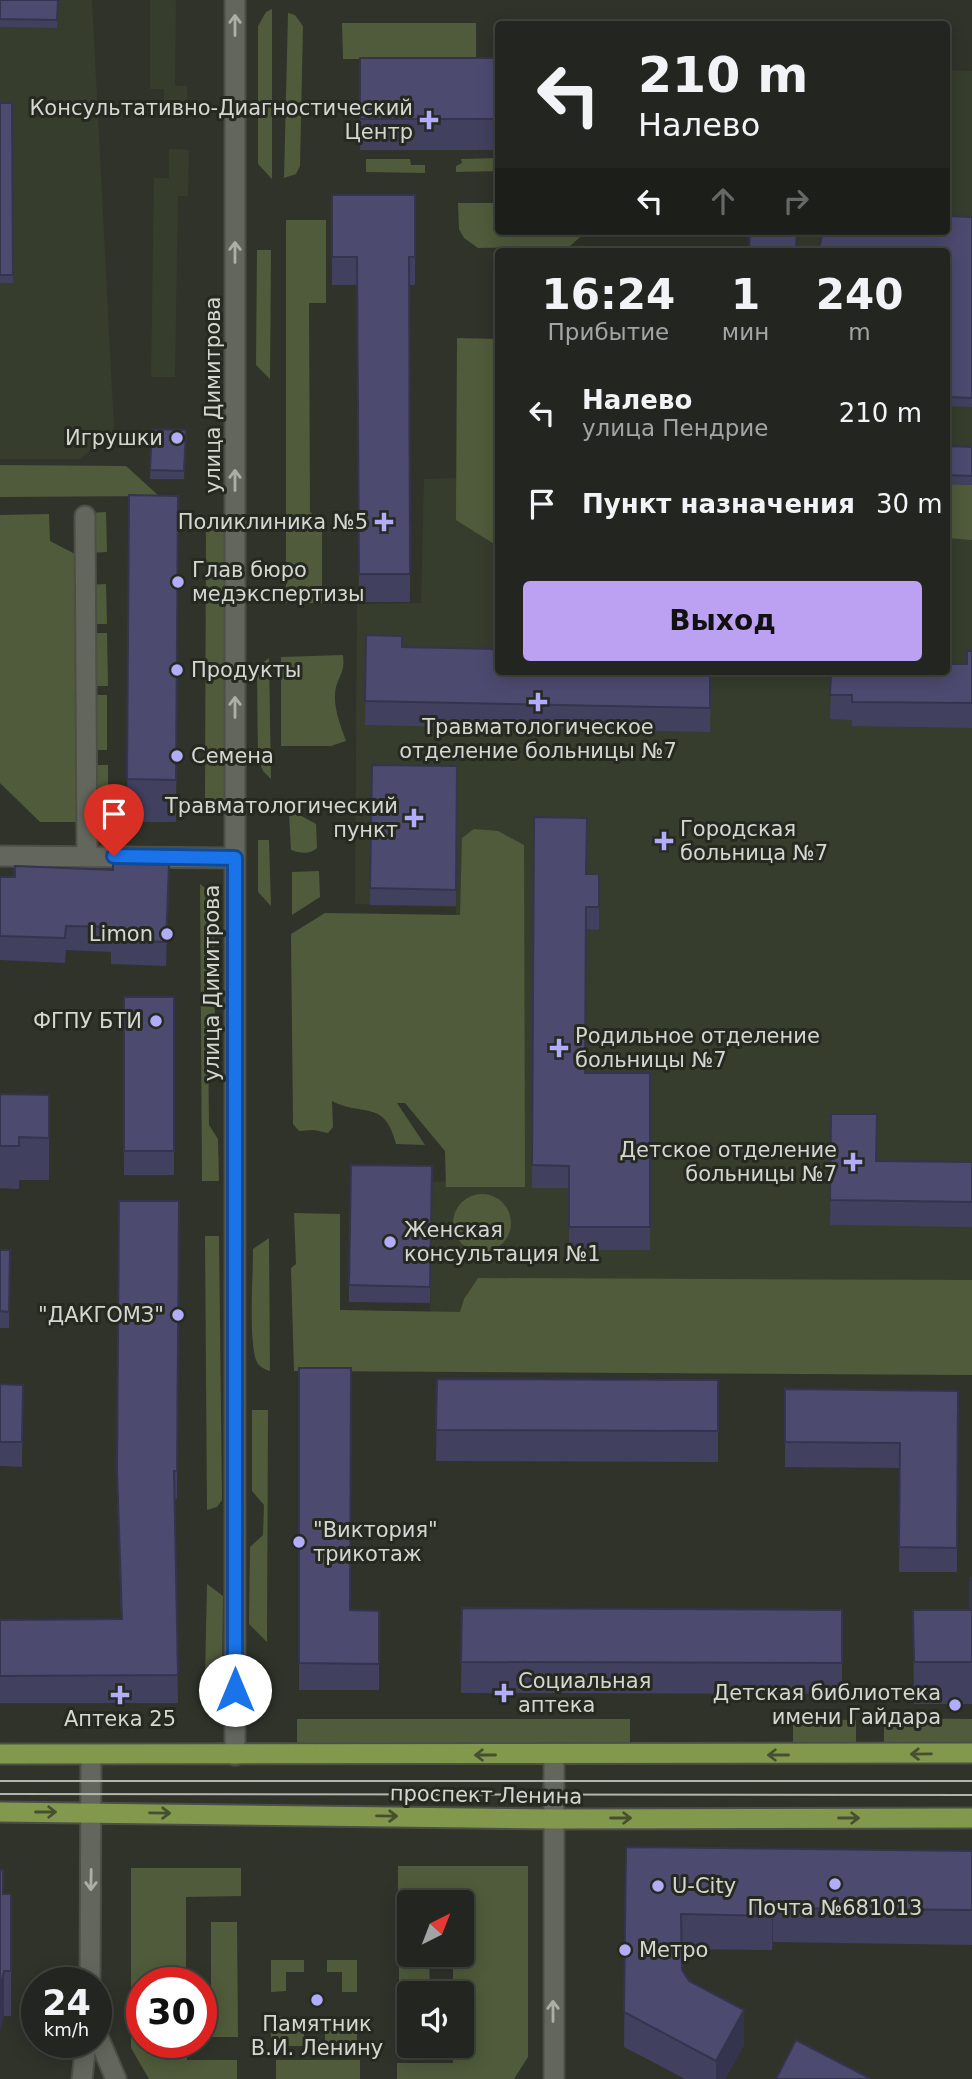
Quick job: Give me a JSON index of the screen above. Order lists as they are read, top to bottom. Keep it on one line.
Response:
{"streets":{"highway":["проспект Ленина"],"street":["улица Димитрова"]},"crossings":[["улица Димитрова","проспект Ленина"]],"places":{"health":["Консультативно-Диагностический Центр","Поликлиника №5","Травматологическое отделение больницы №7","Травматологический пункт","Городская больница №7","Родильное отделение больницы №7","Детское отделение больницы №7","Социальная аптека","Аптека 25"],"other":["Игрушки","Глав бюро медэкспертизы","Продукты","Семена","Limon","ФГПУ БТИ","Женская консультация №1","\"ДАКГОМЗ\"","\"Виктория\" трикотаж","Детская библиотека имени Гайдара","Почта №681013","U-City","Метро","Памятник В.И. Ленину"]},"north":"top right","page":{"turn":["210 m","Налево"],"eta":["16:24","Прибытие","1","мин","240","m"],"list":[{"name":"Налево","note":"улица Пендрие","value":"210 m"},{"name":"Пункт назначения","value":"30 m"}],"buttons":"Выход","speed":"24 km/h","limit":"30"}}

▸ **Work instruction**
Your answer must be an exact copy of the data above, minus its pictures.

▸ **Response to this task**
Quick job: Give me a JSON index of the screen above. Order lists as they are read, top to bottom. Keep it on one line.
Response:
{"streets":{"highway":["проспект Ленина"],"street":["улица Димитрова"]},"crossings":[["улица Димитрова","проспект Ленина"]],"places":{"health":["Консультативно-Диагностический Центр","Поликлиника №5","Травматологическое отделение больницы №7","Травматологический пункт","Городская больница №7","Родильное отделение больницы №7","Детское отделение больницы №7","Социальная аптека","Аптека 25"],"other":["Игрушки","Глав бюро медэкспертизы","Продукты","Семена","Limon","ФГПУ БТИ","Женская консультация №1","\"ДАКГОМЗ\"","\"Виктория\" трикотаж","Детская библиотека имени Гайдара","Почта №681013","U-City","Метро","Памятник В.И. Ленину"]},"north":"top right","page":{"turn":["210 m","Налево"],"eta":["16:24","Прибытие","1","мин","240","m"],"list":[{"name":"Налево","note":"улица Пендрие","value":"210 m"},{"name":"Пункт назначения","value":"30 m"}],"buttons":"Выход","speed":"24 km/h","limit":"30"}}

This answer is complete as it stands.